Politik | Inland
25.04.2017

Ingenieur statt Jurist: Mitterlehner will Studienanfänger umverteilen

Eine neue Studienplatzfinanzierung wird den Zugang zu Massenfächern erschweren, aber die Betreuung der aktiven Studenten verbessern

Wissenschaftsminister Reinhold Mitterlehner stellte am Montag in einem Hintergrundgespräch sein neues Modell für die Studienplatzfinanzierung vor. Es ist mit den Universitäten und im Prinzip auch mit der SPÖ abgestimmt, allerdings sind mit letzterer noch harte Detailverhandlungen zu erwarten.

Die gute Nachricht: Die Universitäten werden mehr Geld bekommen. Die Universitäten werden in einem Dreijahresplan finanziert. Der nächste Dreijahresplan beginnt mit 1. Jänner 2019. Für die Jahre 2019, 2020 und 2021 werden zusätzlich zu den automatischen Steigerungen (Inflation, Lohnerhöhungen), die 840 Millionen ausmachen, 510 Millionen ausgeschüttet. Damit wird das Budget der Unis auf 11 Milliarden für drei Jahre ansteigen.

Aussiebeverfahren

Die schlechte Nachricht: Der Zugang zu den Universitäten wird weiter verschärft. Für die Studienrichtungen Jus, Erziehungswissenschaften, Anglistik und Romanistik werden Zugangsbeschränkungen eingeführt, wie es sie derzeit schon für andere überlaufene Fächer gibt. So haben sich aktuell 16.000 Jugendliche für das Medizinstudium angemeldet, nur 1600 von ihnen werden aber aufgenommen werden. 90 Prozent der Medizin-Studierwilligen werden, auch wenn sie den Aufnahmetest im Juli bestehen, nicht genommen. Mitterlehner auf die Frage, ob diese Art von Aussiebeverfahren in seinen Augen gerecht sei: "Das ist nicht die Frage. Wir können nicht noch mehr Geld ins System pumpen, das sind wir dem Steuerzahler schuldig." Die abgewiesenen Jugendlichen sollten auf die Fachhochschulen ausweichen oder in andere Studienfächer, in denen Plätze frei sind. Mitterlehner nannte Ingenieurwesen, Weltraumtechnik, Recycling oder Materialtechnik.
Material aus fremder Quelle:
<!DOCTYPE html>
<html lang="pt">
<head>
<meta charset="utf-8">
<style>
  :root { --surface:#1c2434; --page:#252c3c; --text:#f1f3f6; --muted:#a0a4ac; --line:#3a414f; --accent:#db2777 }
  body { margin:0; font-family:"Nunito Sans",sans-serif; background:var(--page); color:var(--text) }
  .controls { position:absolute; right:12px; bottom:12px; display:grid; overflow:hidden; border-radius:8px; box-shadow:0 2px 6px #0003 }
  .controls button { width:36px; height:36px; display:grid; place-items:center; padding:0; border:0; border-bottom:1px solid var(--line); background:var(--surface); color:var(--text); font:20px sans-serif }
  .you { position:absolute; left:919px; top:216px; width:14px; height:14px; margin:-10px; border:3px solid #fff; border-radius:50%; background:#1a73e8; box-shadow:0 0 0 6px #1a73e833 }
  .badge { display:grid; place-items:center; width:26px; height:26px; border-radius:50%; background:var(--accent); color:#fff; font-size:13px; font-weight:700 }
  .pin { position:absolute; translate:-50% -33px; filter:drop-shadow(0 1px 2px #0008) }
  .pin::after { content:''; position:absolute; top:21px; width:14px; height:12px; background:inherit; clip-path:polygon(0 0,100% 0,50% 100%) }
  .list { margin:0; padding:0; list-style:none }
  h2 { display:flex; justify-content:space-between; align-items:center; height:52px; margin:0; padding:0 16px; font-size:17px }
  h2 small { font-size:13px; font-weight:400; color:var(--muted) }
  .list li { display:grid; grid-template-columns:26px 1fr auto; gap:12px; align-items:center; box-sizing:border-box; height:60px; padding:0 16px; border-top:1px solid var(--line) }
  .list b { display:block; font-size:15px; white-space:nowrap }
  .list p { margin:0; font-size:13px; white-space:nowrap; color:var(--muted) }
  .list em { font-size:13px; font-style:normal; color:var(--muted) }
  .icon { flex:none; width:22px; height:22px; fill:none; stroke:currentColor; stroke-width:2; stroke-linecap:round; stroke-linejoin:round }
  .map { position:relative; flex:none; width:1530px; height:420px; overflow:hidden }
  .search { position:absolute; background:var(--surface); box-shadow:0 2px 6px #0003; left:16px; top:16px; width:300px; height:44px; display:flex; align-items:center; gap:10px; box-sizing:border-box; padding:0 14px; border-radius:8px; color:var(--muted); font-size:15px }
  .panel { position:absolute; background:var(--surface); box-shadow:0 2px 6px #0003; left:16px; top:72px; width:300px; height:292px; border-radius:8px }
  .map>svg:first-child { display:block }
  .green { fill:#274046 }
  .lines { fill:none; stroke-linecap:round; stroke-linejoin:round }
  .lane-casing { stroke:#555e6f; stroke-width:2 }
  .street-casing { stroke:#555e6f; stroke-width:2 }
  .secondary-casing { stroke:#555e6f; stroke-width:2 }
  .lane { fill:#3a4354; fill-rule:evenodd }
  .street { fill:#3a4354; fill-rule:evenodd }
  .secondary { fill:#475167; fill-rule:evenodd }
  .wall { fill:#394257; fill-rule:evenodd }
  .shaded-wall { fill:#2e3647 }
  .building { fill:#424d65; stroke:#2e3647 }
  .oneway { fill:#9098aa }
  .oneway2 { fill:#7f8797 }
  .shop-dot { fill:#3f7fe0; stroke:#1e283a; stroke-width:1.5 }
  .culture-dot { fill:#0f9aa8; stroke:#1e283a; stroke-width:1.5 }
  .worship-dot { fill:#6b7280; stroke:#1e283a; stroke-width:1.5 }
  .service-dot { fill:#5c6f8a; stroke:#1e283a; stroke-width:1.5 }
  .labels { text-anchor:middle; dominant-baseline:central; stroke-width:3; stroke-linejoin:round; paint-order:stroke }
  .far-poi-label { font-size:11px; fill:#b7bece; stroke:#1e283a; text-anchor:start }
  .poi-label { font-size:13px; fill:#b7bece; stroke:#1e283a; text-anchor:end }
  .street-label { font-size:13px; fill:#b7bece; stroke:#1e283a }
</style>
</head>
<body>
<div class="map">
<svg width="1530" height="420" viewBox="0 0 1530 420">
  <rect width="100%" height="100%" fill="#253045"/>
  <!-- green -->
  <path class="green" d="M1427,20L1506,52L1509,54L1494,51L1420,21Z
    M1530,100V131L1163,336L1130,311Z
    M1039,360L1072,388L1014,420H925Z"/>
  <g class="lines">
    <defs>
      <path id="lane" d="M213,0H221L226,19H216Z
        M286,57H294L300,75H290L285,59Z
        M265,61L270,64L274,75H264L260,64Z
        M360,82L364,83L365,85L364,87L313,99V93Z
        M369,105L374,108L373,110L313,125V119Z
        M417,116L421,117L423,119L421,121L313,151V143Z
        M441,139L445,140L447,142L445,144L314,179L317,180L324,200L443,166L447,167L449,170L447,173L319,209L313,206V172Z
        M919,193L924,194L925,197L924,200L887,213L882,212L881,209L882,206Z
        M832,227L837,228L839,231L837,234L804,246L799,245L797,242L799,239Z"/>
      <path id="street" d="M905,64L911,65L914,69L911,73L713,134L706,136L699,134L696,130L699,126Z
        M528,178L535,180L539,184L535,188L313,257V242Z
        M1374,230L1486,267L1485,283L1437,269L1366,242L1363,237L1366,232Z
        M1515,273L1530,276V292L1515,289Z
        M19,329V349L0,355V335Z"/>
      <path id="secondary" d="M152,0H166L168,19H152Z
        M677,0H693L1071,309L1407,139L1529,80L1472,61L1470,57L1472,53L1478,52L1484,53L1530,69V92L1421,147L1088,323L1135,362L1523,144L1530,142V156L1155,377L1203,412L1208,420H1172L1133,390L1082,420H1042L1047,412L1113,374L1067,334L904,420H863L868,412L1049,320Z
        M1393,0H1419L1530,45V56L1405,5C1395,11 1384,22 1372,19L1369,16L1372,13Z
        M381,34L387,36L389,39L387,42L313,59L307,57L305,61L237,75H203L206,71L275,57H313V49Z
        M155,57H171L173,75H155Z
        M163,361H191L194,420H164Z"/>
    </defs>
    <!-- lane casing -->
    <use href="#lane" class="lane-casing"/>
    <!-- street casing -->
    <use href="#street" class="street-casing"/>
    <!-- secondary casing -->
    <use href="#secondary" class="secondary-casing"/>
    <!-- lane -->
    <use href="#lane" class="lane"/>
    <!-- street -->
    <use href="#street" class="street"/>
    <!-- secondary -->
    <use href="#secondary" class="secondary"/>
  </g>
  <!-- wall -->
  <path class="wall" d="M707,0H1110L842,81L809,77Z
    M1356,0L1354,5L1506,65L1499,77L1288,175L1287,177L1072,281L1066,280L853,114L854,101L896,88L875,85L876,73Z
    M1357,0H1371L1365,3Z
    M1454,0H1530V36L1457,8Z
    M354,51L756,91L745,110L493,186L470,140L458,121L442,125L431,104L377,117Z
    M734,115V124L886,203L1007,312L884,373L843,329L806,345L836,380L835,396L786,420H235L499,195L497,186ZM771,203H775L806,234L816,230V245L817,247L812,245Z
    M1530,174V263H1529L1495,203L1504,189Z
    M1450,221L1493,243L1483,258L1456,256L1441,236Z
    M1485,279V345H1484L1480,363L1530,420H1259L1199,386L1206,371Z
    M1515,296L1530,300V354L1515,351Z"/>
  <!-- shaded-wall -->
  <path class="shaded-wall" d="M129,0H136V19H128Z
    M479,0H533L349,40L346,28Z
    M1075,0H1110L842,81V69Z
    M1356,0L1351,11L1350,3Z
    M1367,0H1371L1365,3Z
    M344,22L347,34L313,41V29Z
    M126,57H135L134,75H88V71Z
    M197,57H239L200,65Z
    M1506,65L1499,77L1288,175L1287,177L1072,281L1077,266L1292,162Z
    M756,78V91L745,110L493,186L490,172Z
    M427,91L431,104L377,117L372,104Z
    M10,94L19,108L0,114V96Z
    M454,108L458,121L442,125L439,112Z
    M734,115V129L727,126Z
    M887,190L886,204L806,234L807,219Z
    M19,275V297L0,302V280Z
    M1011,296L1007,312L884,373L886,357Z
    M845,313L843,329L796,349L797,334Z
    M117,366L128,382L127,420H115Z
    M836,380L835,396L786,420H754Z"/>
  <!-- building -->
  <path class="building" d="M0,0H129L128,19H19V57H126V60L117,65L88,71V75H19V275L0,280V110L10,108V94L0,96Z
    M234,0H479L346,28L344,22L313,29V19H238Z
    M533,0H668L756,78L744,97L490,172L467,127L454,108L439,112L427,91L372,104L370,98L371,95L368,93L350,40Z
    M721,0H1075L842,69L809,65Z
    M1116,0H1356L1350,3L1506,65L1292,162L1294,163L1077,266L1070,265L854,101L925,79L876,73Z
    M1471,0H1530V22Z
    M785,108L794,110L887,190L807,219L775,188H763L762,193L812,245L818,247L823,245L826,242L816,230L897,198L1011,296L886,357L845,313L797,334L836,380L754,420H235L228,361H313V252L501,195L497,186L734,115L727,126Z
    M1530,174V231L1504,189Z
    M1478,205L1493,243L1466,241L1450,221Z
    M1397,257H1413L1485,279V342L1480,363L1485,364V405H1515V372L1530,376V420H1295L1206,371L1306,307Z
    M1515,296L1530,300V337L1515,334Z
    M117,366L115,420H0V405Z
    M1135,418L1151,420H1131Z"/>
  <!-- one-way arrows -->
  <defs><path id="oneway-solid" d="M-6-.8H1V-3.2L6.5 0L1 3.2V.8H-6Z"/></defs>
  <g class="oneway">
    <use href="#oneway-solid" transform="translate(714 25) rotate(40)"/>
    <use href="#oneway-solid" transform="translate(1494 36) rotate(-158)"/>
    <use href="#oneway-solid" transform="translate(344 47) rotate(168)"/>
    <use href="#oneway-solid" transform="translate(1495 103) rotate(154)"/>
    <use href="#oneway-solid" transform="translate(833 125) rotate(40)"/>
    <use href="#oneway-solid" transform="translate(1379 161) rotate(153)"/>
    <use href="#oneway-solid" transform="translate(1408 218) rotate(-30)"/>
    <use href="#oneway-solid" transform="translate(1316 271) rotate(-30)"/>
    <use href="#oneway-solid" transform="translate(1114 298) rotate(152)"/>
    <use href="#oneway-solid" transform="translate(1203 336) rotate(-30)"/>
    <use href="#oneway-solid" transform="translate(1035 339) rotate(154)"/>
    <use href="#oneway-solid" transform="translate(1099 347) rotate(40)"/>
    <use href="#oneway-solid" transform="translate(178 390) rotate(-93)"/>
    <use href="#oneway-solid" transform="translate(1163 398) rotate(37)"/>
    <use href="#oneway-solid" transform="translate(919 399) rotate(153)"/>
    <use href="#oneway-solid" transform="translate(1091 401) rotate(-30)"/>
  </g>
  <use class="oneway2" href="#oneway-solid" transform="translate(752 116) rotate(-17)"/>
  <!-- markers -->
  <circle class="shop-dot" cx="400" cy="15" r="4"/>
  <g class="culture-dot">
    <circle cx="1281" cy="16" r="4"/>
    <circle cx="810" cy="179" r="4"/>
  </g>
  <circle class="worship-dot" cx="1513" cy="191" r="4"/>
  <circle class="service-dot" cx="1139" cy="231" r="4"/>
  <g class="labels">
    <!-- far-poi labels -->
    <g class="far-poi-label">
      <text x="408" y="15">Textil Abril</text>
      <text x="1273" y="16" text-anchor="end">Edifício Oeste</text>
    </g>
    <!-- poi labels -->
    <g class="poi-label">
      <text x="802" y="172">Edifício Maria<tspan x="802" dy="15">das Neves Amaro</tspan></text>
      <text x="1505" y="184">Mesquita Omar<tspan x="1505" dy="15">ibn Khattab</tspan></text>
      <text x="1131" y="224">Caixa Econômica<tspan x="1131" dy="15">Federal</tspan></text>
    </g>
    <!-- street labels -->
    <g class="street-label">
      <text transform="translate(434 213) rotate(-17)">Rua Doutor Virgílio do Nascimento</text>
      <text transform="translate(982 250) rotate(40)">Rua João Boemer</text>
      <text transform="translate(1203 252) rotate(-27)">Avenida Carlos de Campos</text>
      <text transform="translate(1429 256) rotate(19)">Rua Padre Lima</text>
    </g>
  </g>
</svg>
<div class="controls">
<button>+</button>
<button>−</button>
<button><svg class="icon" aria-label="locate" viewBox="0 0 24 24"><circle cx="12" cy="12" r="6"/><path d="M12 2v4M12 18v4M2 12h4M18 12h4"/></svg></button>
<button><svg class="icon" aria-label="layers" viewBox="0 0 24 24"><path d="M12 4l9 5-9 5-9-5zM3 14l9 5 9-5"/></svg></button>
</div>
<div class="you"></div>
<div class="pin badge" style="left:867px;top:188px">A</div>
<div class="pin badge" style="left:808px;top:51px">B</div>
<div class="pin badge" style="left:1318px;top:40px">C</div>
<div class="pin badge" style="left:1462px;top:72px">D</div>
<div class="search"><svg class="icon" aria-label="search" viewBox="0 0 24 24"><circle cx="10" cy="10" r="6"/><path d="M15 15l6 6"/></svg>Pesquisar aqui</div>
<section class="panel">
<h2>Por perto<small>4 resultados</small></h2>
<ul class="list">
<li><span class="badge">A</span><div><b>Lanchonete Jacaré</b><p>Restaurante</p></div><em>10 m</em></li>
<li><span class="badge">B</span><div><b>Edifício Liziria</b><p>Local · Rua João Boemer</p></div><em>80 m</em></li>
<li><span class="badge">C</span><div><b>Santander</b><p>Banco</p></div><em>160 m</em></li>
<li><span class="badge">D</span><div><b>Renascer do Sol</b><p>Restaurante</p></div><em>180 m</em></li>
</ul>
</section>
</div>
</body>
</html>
Mitterlehner betont, er wolle keine Reduktion der Gesamt-Studentenzahl erreichen, sondern im Gegenteil die Zahl der "prüfungsaktiven Studien" von derzeit 182.000 in Richtung 210.000 anheben. Allerdings sollen sich die Studenten besser auf die 160 Studienrichtungen verteilen. Derzeit entfallen 60 Prozent der in Summe 280.000 Studenten auf nur 20 Studienrichtungen.

In Studienrichtungen ohne Zugangsbeschränkung soll es künftig den Unviersitäten frei gestellt sein, Eignungstests oder Motivationsschreiben einzuführen. Dort dürfen Studierwillige zwar nicht abgewiesen werden, doch sollen die neuen Eignungsverfahren zu einer "bewussteren Studienwahl" führen.

Bessere Betreuung

Weitere gute Nachricht: Wer es in sein Traumstudium geschafft hat, soll dort künftig bessere Studienbedingungen vorfinden. Mitterlehner will die Relation zwischen Lehrpersonal und Studenten "in Richtung" 1:40 bewegen. Derzeit gibt es Betreuungsrelationen von 1:123 bei Erziehungswissenschaften, 1:73 bei Fremdsprachen oder 1:70 bei Jus. Die Dropout-Raten sollen deutlich sinken. Derzeit betragen sie bei Erziehungswissenschaften 42 Prozent, bei Fremdsprachen 71 und bei Jus 73 Prozent. Ziel ist, die Dropout-Raten deutlich unter 20 Prozent zu bringen.

Die Berechnung der Anzahl der Studenten in Fächern mit Zugangsbeschränkungen wird nach einer neuen Formel erfolgen: Es wird von der Zahl der Anfänger, der Studierenden im ersten Jahr und der Absolventen jeweils der Durchschnitt der letzten fünf Jahre genommen. Von diesen Zahlen wird im Verhältnis 25%, 50% und 25% ein Mix gebildet. Durch diese Methode dürfte beispielsweise der Zugang zu Jus von derzeit 8000 auf unter 5000 sinken.

Bei der Zuteilung der Globalbudgets an die Unis soll in Zukunft mehr Transparenz hergestellt werden. So soll sich die Finanzierung der Lehre wesentlich an der Anzahl der aktiv Studierenden orientieren, die der Forschung am Forschungspersonal in den jeweiligen Fächern. Infrastruktur soll extra finanziert werden, weil Buchwissenschaften weniger Bedarf haben als beispielsweise die Technik oder die Bodenkultur.